- [Prompt]: Would you print the records as they stand, down to the last character?

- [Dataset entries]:
· · ·

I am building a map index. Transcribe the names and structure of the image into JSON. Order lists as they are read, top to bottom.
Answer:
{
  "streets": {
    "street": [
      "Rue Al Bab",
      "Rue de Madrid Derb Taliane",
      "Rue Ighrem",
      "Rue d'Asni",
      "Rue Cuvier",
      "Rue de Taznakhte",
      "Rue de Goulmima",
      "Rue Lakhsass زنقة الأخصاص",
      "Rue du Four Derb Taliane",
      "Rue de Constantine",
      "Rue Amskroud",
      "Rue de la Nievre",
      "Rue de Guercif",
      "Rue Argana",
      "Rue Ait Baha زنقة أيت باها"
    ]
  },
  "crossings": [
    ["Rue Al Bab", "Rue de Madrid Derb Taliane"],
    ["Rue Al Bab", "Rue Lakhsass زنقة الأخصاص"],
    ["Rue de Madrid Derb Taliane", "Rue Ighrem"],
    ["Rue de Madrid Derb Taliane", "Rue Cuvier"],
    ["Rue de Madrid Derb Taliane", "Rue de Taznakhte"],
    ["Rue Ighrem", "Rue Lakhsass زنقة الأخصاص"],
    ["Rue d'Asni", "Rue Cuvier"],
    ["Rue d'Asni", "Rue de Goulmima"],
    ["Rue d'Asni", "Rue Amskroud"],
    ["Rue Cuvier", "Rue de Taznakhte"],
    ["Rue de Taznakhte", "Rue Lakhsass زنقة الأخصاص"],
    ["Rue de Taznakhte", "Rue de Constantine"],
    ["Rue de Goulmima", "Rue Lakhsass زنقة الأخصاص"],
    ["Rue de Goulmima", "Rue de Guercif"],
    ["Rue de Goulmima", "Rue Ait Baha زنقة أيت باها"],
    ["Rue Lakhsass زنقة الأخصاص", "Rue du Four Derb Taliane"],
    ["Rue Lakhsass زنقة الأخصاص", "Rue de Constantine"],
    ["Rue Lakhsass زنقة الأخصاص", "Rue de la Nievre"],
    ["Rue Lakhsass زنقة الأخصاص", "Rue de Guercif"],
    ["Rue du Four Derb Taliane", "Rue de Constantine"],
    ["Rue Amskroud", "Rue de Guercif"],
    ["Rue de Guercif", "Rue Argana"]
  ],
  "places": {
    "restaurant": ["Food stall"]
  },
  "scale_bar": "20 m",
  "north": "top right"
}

· · ·

- [Solved exercise]:
I am building a map index. Transcribe the names and structure of the image into JSON. Order lists as they are read, top to bottom.
Answer:
{
  "streets": {
    "street": [
      "Rue Al Bab",
      "Rue de Madrid Derb Taliane",
      "Rue Ighrem",
      "Rue d'Asni",
      "Rue Cuvier",
      "Rue de Taznakhte",
      "Rue de Goulmima",
      "Rue Lakhsass زنقة الأخصاص",
      "Rue du Four Derb Taliane",
      "Rue de Constantine",
      "Rue Amskroud",
      "Rue de la Nievre",
      "Rue de Guercif",
      "Rue Argana",
      "Rue Ait Baha زنقة أيت باها"
    ]
  },
  "crossings": [
    ["Rue Al Bab", "Rue de Madrid Derb Taliane"],
    ["Rue Al Bab", "Rue Lakhsass زنقة الأخصاص"],
    ["Rue de Madrid Derb Taliane", "Rue Ighrem"],
    ["Rue de Madrid Derb Taliane", "Rue Cuvier"],
    ["Rue de Madrid Derb Taliane", "Rue de Taznakhte"],
    ["Rue Ighrem", "Rue Lakhsass زنقة الأخصاص"],
    ["Rue d'Asni", "Rue Cuvier"],
    ["Rue d'Asni", "Rue de Goulmima"],
    ["Rue d'Asni", "Rue Amskroud"],
    ["Rue Cuvier", "Rue de Taznakhte"],
    ["Rue de Taznakhte", "Rue Lakhsass زنقة الأخصاص"],
    ["Rue de Taznakhte", "Rue de Constantine"],
    ["Rue de Goulmima", "Rue Lakhsass زنقة الأخصاص"],
    ["Rue de Goulmima", "Rue de Guercif"],
    ["Rue de Goulmima", "Rue Ait Baha زنقة أيت باها"],
    ["Rue Lakhsass زنقة الأخصاص", "Rue du Four Derb Taliane"],
    ["Rue Lakhsass زنقة الأخصاص", "Rue de Constantine"],
    ["Rue Lakhsass زنقة الأخصاص", "Rue de la Nievre"],
    ["Rue Lakhsass زنقة الأخصاص", "Rue de Guercif"],
    ["Rue du Four Derb Taliane", "Rue de Constantine"],
    ["Rue Amskroud", "Rue de Guercif"],
    ["Rue de Guercif", "Rue Argana"]
  ],
  "places": {
    "restaurant": ["Food stall"]
  },
  "scale_bar": "20 m",
  "north": "top right"
}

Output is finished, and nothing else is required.